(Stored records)
'''

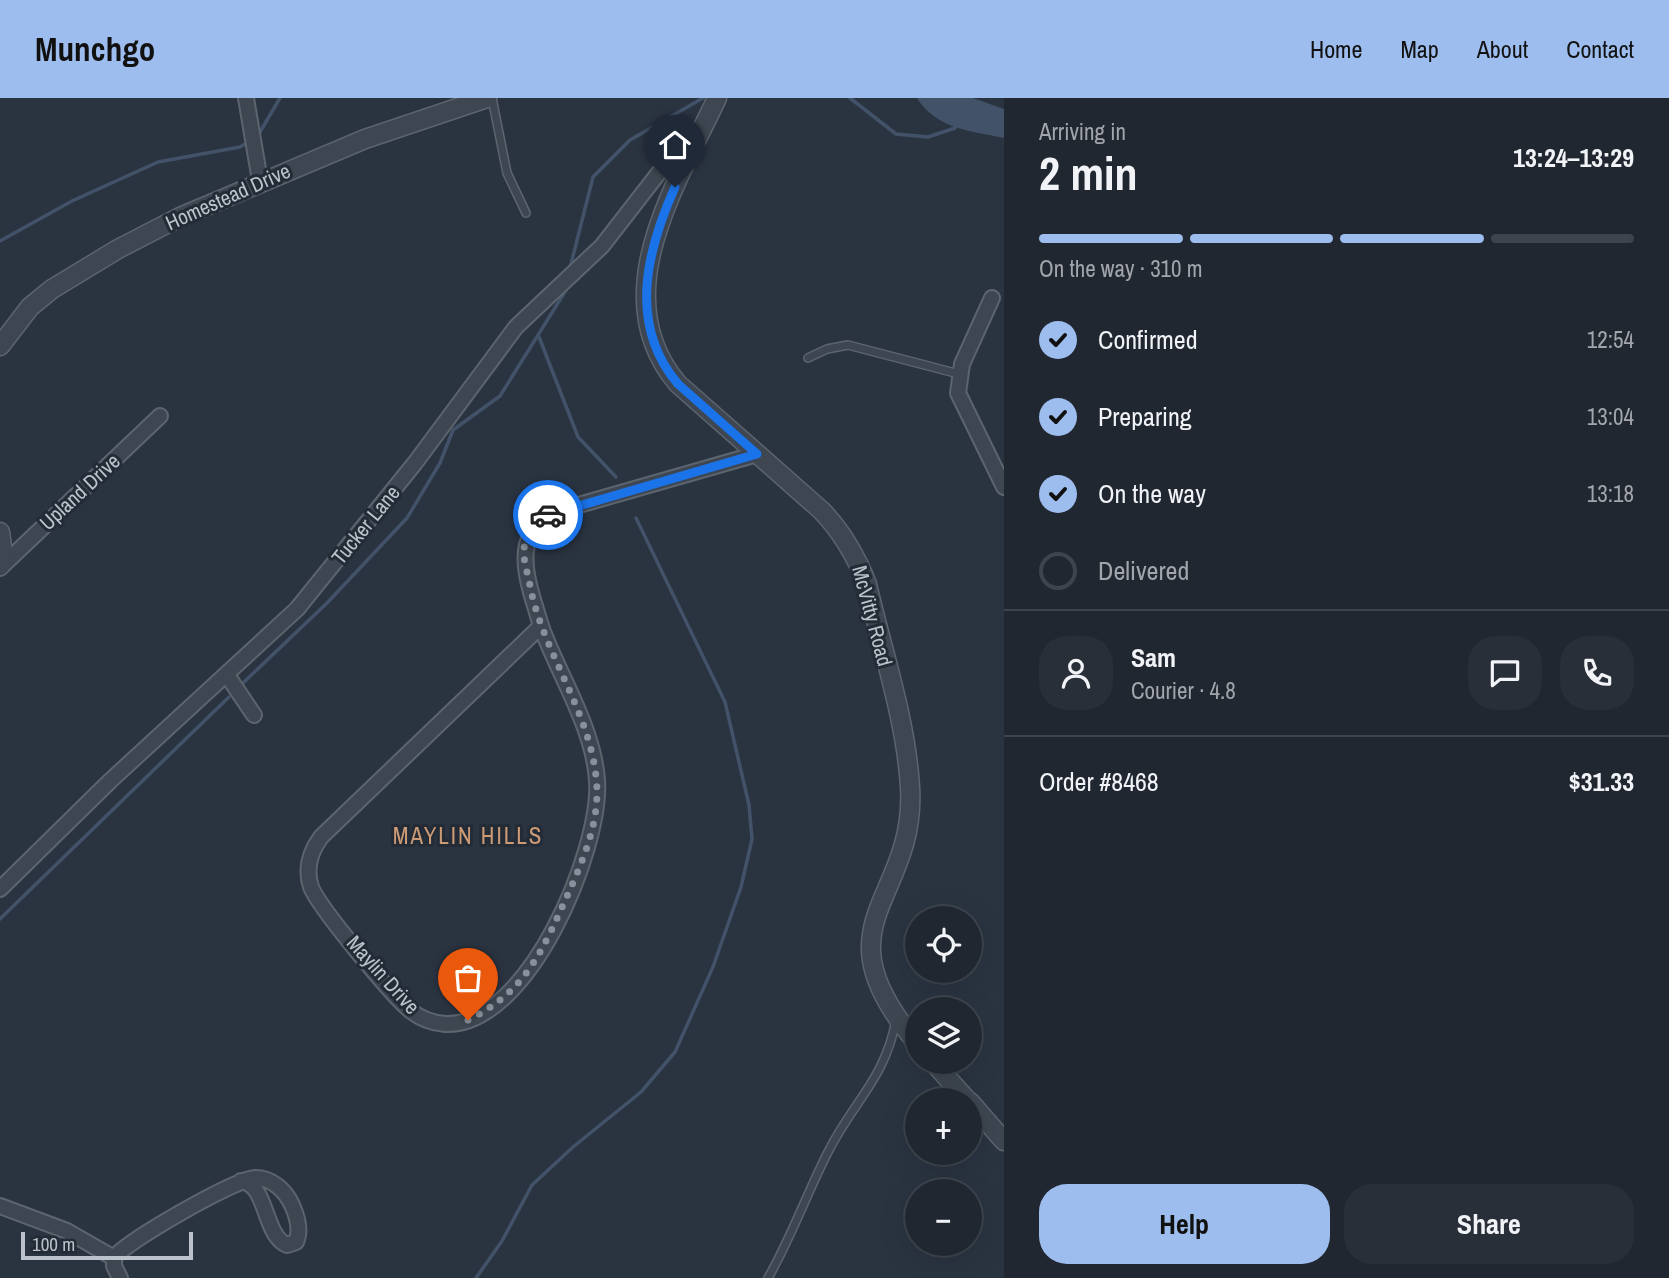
<!DOCTYPE html>
<meta charset="utf-8">
<style>
:root{--surface:#202731;--page:#282f39;--text:#f1f3f6;--muted:#a2a5ab;--line:#3d444d;--accent:#9dbdee}
body{margin:0;font-family:"Archivo Narrow",sans-serif;background:var(--page);color:var(--text);height:100vh;display:flex;flex-direction:column;font-size:26px;white-space:nowrap}
*{box-sizing:border-box;margin:0}
p{font-size:23px;color:var(--muted)}
.icon{flex:none;width:38px;height:38px;fill:none;stroke:currentColor;stroke-width:2;stroke-linecap:round;stroke-linejoin:round}
.map{position:relative;flex:1;overflow:hidden}
.drawer{display:flex;flex-direction:column;background:var(--surface);width:665px}
.drawer>*{flex:none}
.buttons{position:absolute;left:905px;top:808px;display:grid;gap:14px}
.buttons a{display:grid;place-items:center;width:77px;height:77px;border-radius:50%;background:var(--surface);box-shadow:0 7px 28px #0002,0 0 0 2px var(--line);font-size:35px}
.scale{position:absolute;left:21px;bottom:18px;width:172px;box-sizing:border-box;padding-left:7px;border:4px solid #bbc2cb;border-top:0;font-size:19px;line-height:24px;white-space:nowrap;color:#bbc2cb;-webkit-text-stroke:5px #232b36;paint-order:stroke}
.pin{position:absolute;display:grid;place-items:center;width:60px;height:60px;color:#fff;margin:-72px -30px;border-radius:50% 50% 50% 0;rotate:-45deg;box-shadow:0 0 7px #0007}
.pin .icon{rotate:45deg}
.courier{position:absolute;display:grid;place-items:center;width:70px;height:70px;margin:-35px;border:5px solid #1a73e8;border-radius:50%;background:#fff;color:#222;box-shadow:0 2px 9px #0007}
.headline em{font-style:normal;font-weight:700}
.headline div{display:flex;flex-direction:column-reverse}
.headline{display:flex;align-items:center;justify-content:space-between;height:119px;padding:0 35px}
h1{font-size:46px;font-weight:700;line-height:52px}
.bar{display:grid;grid-template-columns:repeat(4,1fr);gap:10px 7px;align-content:center;height:84px;padding:0 35px}
.bar i{height:9px;border-radius:5px;background:var(--line)}
.bar .on{background:var(--accent)}
.bar p{grid-column:span 4}
.line{display:flex;align-items:center;gap:18px;padding:0 35px;border-top:2px solid var(--line)}
.line div{flex:1}
.round{display:grid;place-items:center;flex:none;width:74px;height:74px;border-radius:28px;background:var(--page)}
ol{padding:0 35px;list-style:none}
li{display:flex;align-items:center;gap:21px;height:77px}
li p{margin-inline-start:auto}
li .icon{padding:7px;border-radius:50%;background:var(--accent);color:#111;stroke-width:4}
li:last-child{color:var(--muted)}
li i{width:38px;height:38px;border:4px solid var(--line);border-radius:50%}
.action{display:flex;gap:14px;margin-top:auto;padding:14px 35px}
.action a{flex:1;height:80px;border-radius:28px;background:var(--accent);color:#111;font-size:28px;font-weight:700;line-height:80px;text-align:center}
.action a+a{background:var(--page);color:var(--text)}
header{display:flex;align-items:center;gap:42px;box-sizing:border-box;height:98px;padding:0 35px;background:var(--accent);color:#111}
header strong{font-size:33px}
nav{display:flex;gap:38px;margin-inline-start:auto;font-size:24px}
main{display:flex;flex:1;min-height:0}
.map>svg:first-child{display:block}
</style>
<header>
<strong>Munchgo</strong>
<nav><a>Home</a><a>Map</a><a>About</a><a>Contact</a></nav>
</header>
<main>
<div class="map">
<svg width="1004" height="1180" viewBox="0 0 1004 1180">
<rect width="100%" height="100%" fill="#2a3441"/>
<path fill="#425268" d="M917 0H973L1004 11V40C971 33 936 31 917 0Z"/>
<g fill="none" stroke-linecap="round" stroke-linejoin="round">
<g stroke="#425268" stroke-width="3.5">
<polyline points="850,0 896,36 928,39 955,30 957,26"/>
<polyline points="260,34 280,0"/>
<polyline points="0,143 72,103 158,64 240,49 245,46"/>
<polyline points="570,170 593,79 630,42 703,0"/>
<polyline points="539,239 578,339 616,379"/>
<polyline points="243,585 327,505 407,420 440,365 453,332 500,298 568,189"/>
<polyline points="0,821 229,599"/>
<polyline points="476,1180 502,1143 532,1087 573,1049 641,994 675,954 713,869 741,789 752,741 749,707 725,604 636,420"/>
</g>
<g stroke="#5c646e" stroke-width="10">
<g id="service">
<polyline points="492,0 507,75 526,115"/>
<polyline points="808,260 827,251 848,247 959,276"/>
<path d="M768 1180C791 1140 807 1095 828 1054 853 1004 885 981 896 922"/>
</g>
</g>
<g stroke="#5c646e" stroke-width="18">
<g id="minor">
<polyline points="246,0 260,83"/>
<polyline points="992,200 962,266 958,295 1004,389"/>
<polyline points="0,470 160,318"/>
<path d="M541 528C559 578 593 628 597 682 602 750 528 930 445 926 433 925 421 921 411 913 393 899 318 808 311 789 305 771 310 754 321 739Z"/>
<path d="M541 528C530 489 508 441 551 415L757 356"/>
<polyline points="227,577 254,617"/>
<polyline points="0,791 110,683 297,511 415,365 516,229 602,148 668,63 699,38"/>
<polyline points="0,1108 67,1133 114,1160"/>
<path d="M114 1160C125 1144 235 1081 255 1080 272 1080 285 1092 292 1107 297 1118 301 1133 296 1144L287 1147C263 1137 268 1086 241 1083"/>
<polyline points="114,1160 114,1168 120,1180"/>
</g>
</g>
<g stroke="#5c646e" stroke-width="21">
<g id="tertiary">
<path d="M717 0C677 86 603 198 678 286L822 413C843 435 856 458 867 486 882 552 906 621 910 689 917 803 814 824 917 945"/>
<polyline points="0,248 30,209 52,191 118,151 180,119 365,41 487,0"/>
<polyline points="0,434 3,456 0,468"/>
<polyline points="933,964 968,1003"/>
<polyline points="970,1004 1004,1043"/>
</g>
</g>
<use href="#service" stroke="#3e4651" stroke-width="7"/>
<use href="#minor" stroke="#3e4651" stroke-width="14"/>
<use href="#tertiary" stroke="#3e4651" stroke-width="18"/>
</g>
<g fill="none" stroke-linecap="round" stroke-linejoin="round">
<path stroke="#88909b" stroke-width="7" stroke-dasharray="0 12.6" d="M468 922C518 897 536 866 559 816 578 773 602 727 596 679 589 612 543 554 530 488 528 476 523 463 524 451 526 436 535 425 548 417"/>
<path stroke="#1a73e8" stroke-width="9" d="M548 417 757 356 678 286C628 227 646 154 675 89"/>
</g>
<g text-anchor="middle" stroke-width="6" stroke-linejoin="round" paint-order="stroke">
<g font-size="21" fill="#bbc2cb" stroke="#232b36">
<text transform="translate(228 99) rotate(-24)" y="7">Homestead Drive</text>
<text transform="translate(80 394) rotate(-43)" y="7">Upland Drive</text>
<text transform="translate(366 427) rotate(-51)" y="7">Tucker Lane</text>
<text transform="translate(872 518) rotate(75)" y="7">McVitty Road</text>
<text transform="translate(383 877) rotate(48)" y="7">Maylin Drive</text>
</g>
<g font-size="23" letter-spacing="2" fill="#cc9a75" stroke="#232b36">
<text x="468" y="746">MAYLIN HILLS</text>
</g>
</g>
</svg>
<div class="buttons">
<a><svg class="icon" aria-label="locate" viewBox="0 0 24 24"><circle cx="12" cy="12" r="6"/><path d="M12 2v4M12 18v4M2 12h4M18 12h4"/></svg></a>
<a><svg class="icon" aria-label="layers" viewBox="0 0 24 24"><path d="M12 4l9 5-9 5-9-5zM3 14l9 5 9-5"/></svg></a>
<a>+</a>
<a>−</a>
</div>
<div class="scale">100 m</div>
<div class="pin" style="left:468px;top:922px;background:#ea580c"><svg class="icon" aria-label="bag" viewBox="0 0 24 24"><path d="M5 8h14l-1 12H6zM9 8a3 3 0 0 1 6 0"/></svg></div>
<div class="pin" style="left:675px;top:89px;background:#1f2937"><svg class="icon" aria-label="home" viewBox="0 0 24 24"><path d="M3 11l9-7 9 7M6 9v11h12V9"/></svg></div>
<div class="courier" style="left:548px;top:417px"><svg class="icon" aria-label="car" viewBox="0 0 24 24"><path d="M5 17H2v-5l4-1 3-4h7l3 4 3 1v5h-3M9 17h6M6 11h13"/><circle cx="7" cy="17" r="2"/><circle cx="17" cy="17" r="2"/></svg></div>
</div>
<section class="drawer">
<div class="headline"><div><h1>2 min</h1><p>Arriving in</p></div><em>13:24–13:29</em></div>
<div class="bar"><i class="on"></i><i class="on"></i><i class="on"></i><i></i><p>On the way · 310 m</p></div>
<ol>
<li><svg class="icon" aria-label="check" viewBox="0 0 24 24"><path d="M5 12l5 5 9-10"/></svg>Confirmed<p>12:54</p></li>
<li><svg class="icon" aria-label="check" viewBox="0 0 24 24"><path d="M5 12l5 5 9-10"/></svg>Preparing<p>13:04</p></li>
<li><svg class="icon" aria-label="check" viewBox="0 0 24 24"><path d="M5 12l5 5 9-10"/></svg>On the way<p>13:18</p></li>
<li><i></i>Delivered</li>
</ol>
<div class="line" style="height:126px"><a class="round"><svg class="icon" aria-label="person" viewBox="0 0 24 24"><circle cx="12" cy="8" r="4"/><path d="M4 21q1-7 8-7t8 7"/></svg></a><div><b>Sam</b><p>Courier · 4.8</p></div><a class="round"><svg class="icon" aria-label="chat" viewBox="0 0 24 24"><path d="M4 5h16v11H9l-5 4z"/></svg></a><a class="round"><svg class="icon" aria-label="phone" viewBox="0 0 24 24"><path d="M5 4h4l2 5-3 2q2 4 5 5l2-3 5 2v4C11 20 4 13 5 4z"/></svg></a></div>
<div class="line" style="height:91px"><div>Order #8468</div><b>$31.33</b></div>
<div class="action"><a>Help</a><a>Share</a></div>
</section>
</main>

'''

| Task brief |
Check the entries above line by line and return each one containing the word "space".

| Reply to the exercise |
body{margin:0;font-family:"Archivo Narrow",sans-serif;background:var(--page);color:var(--text);height:100vh;display:flex;flex-direction:column;font-size:26px;white-space:nowrap}
.scale{position:absolute;left:21px;bottom:18px;width:172px;box-sizing:border-box;padding-left:7px;border:4px solid #bbc2cb;border-top:0;font-size:19px;line-height:24px;white-space:nowrap;color:#bbc2cb;-webkit-text-stroke:5px #232b36;paint-order:stroke}
.headline{display:flex;align-items:center;justify-content:space-between;height:119px;padding:0 35px}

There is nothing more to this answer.